Teve oportunidade de, no âmbito das suas ficções, trabalhar com autores como Arturo Pérez-Reverte ou Paul Auster, que sempre admirou. Não é um risco conhecermos pessoalmente os nossos ídolos ou referências, pois podem abalar a imagem intocada que fazemos deles?
Tive um professor que dizia, sabendo o meu gosto pelos livros e os autores, "os autores são para ser lidos não para serem conhecidos" e, talvez, ele tivesse razão. Contudo, eu acho que, no meu caso, o risco compensou, tive a imensa felicidade de conhecer muitos autores que admirava e outros que não conhecia e passei a admirar. Nesses dois casos que refere, a regra do meu professor não se confirmou, dois prodigiosos escritores que acumulavam a bondade, a disponibilidade e o profissionalismo, que tanto me ajudou a ter um bom desempenho naquilo que eram as minhas funções enquanto assessora de imprensa.
À parte esses autores, que outros coloca no seu "altar" literário?
Esta pergunta é muito difícil pois a lista é imensa e vou ficar zangada pois quando ler a entrevista vou dizer, "raios, esqueci-me deste" mas vou destacar os que estão neste momento na minha mesinha de cabeceira, Orhan Pamuk e Julian Barnes.
Era um sonho que vinha adiando há muito, esse de escrever um romance?
Não era um sonho, sempre escrevi muito, sem essa ideia de escrever um livro.
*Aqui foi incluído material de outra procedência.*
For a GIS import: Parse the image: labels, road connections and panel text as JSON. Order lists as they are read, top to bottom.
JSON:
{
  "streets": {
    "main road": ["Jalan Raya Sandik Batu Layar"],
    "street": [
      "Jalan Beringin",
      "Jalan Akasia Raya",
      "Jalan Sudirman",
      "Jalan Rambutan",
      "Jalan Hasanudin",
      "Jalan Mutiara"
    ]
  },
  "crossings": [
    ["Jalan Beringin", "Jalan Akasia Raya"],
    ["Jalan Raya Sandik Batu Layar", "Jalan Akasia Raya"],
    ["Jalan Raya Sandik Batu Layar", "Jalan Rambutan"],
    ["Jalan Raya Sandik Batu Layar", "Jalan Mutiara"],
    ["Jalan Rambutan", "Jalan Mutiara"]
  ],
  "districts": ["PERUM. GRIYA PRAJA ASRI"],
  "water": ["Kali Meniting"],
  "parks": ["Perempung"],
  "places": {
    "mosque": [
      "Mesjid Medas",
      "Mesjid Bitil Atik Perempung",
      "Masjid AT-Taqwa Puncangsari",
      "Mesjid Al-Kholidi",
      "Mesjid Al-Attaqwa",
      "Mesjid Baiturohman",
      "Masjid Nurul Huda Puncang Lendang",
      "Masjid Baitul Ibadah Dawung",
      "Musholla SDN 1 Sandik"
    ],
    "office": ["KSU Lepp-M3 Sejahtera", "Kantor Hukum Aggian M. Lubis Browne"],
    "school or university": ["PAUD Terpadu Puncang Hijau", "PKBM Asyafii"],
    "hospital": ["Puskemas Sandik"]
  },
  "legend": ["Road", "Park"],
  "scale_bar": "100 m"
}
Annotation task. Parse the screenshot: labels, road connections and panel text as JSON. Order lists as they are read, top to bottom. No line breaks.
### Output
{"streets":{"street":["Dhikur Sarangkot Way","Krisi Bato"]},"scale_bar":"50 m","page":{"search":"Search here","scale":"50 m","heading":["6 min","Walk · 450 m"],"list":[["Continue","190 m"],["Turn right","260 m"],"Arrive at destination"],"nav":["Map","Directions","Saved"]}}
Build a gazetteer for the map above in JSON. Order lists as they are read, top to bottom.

O sonho foi fazer muitas daquelas coisas que já fiz na minha vida profissional e na minha vida pessoal, como ter filhos, que nunca imaginei que acontecessem. O Rubem Alves tinha um livro chamado "A escola com que sempre sonhei sem imaginar que pudesse existir", que eu adapto "A vida com que sempre sonhei sem imaginar que pudesse existir". A minha vida é esse sonho, muitas vezes pesadelo, em que o livro, a escrita faz parte, desse enorme sonho.
Houve tentativas de escrita antes de "Uma vida assim-assim"?
A escrita sempre foi uma evidência, sempre, mas como referi anteriormente sem essa ideia de a materializar num livro mas, felizmente, que aconteceu e, agora, espero que continue a acontecer.
O que significa estrear-se literariamente numa chancela, como a ASA, à qual esteve ligada tantos anos?
Era muito importante para mim, seria um duro golpe que não o publicassem, para mim fazia todo o sentido, era como se tratasse de um ciclo que se encerrava ou que se iniciava. Com uma editora, a Carmen Serrano, que confio, com quem trabalhei muitos anos, com uma equipa que eu conheço e gosto. Felizmente, desde o primeiro momento, meia dúzia de linhas, que abraçaram este livro com muito entusiasmo e senti que mesmo que foi, é, um trabalho de equipa. Cresci com a ASA, sinto-me a amadurecer com "ela".
Já está a trabalhar num sucessor de "Uma vida assim-assim"?
Já, já o tenho escrito na minha cabeça, começa sempre assim, dou-lhe um título, é a primeira coisa, é o rastilho, depois escrevo-o na minha cabeça. Agora só preciso de tempo para ser a escrivã desta história.